# REQUIRED ACTION:
Print each record below word for word.

==============================

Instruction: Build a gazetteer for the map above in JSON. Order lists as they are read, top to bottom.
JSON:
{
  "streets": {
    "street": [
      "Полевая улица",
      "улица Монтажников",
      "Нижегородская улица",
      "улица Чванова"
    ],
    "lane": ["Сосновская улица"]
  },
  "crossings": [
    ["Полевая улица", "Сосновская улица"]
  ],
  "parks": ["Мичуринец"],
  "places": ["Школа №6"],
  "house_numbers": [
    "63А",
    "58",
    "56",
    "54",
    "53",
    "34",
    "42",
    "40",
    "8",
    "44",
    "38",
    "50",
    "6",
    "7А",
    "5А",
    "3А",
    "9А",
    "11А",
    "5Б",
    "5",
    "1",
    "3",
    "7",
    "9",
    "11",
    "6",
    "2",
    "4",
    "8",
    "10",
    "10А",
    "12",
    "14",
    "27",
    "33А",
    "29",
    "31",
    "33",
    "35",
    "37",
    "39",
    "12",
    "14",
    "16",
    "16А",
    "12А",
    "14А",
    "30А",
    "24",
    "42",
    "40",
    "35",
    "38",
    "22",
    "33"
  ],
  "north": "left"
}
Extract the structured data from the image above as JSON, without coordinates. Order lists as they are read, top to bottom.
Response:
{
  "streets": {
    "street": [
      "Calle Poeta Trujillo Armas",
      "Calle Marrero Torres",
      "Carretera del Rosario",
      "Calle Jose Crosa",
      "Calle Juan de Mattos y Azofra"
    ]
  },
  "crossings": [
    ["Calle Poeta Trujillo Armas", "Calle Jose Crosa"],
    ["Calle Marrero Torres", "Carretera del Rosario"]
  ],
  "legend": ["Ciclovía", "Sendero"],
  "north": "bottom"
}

==============================

# ANSWER TO THIS PROBLEM:
Instruction: Build a gazetteer for the map above in JSON. Order lists as they are read, top to bottom.
JSON:
{
  "streets": {
    "street": [
      "Полевая улица",
      "улица Монтажников",
      "Нижегородская улица",
      "улица Чванова"
    ],
    "lane": ["Сосновская улица"]
  },
  "crossings": [
    ["Полевая улица", "Сосновская улица"]
  ],
  "parks": ["Мичуринец"],
  "places": ["Школа №6"],
  "house_numbers": [
    "63А",
    "58",
    "56",
    "54",
    "53",
    "34",
    "42",
    "40",
    "8",
    "44",
    "38",
    "50",
    "6",
    "7А",
    "5А",
    "3А",
    "9А",
    "11А",
    "5Б",
    "5",
    "1",
    "3",
    "7",
    "9",
    "11",
    "6",
    "2",
    "4",
    "8",
    "10",
    "10А",
    "12",
    "14",
    "27",
    "33А",
    "29",
    "31",
    "33",
    "35",
    "37",
    "39",
    "12",
    "14",
    "16",
    "16А",
    "12А",
    "14А",
    "30А",
    "24",
    "42",
    "40",
    "35",
    "38",
    "22",
    "33"
  ],
  "north": "left"
}
Extract the structured data from the image above as JSON, without coordinates. Order lists as they are read, top to bottom.
Response:
{
  "streets": {
    "street": [
      "Calle Poeta Trujillo Armas",
      "Calle Marrero Torres",
      "Carretera del Rosario",
      "Calle Jose Crosa",
      "Calle Juan de Mattos y Azofra"
    ]
  },
  "crossings": [
    ["Calle Poeta Trujillo Armas", "Calle Jose Crosa"],
    ["Calle Marrero Torres", "Carretera del Rosario"]
  ],
  "legend": ["Ciclovía", "Sendero"],
  "north": "bottom"
}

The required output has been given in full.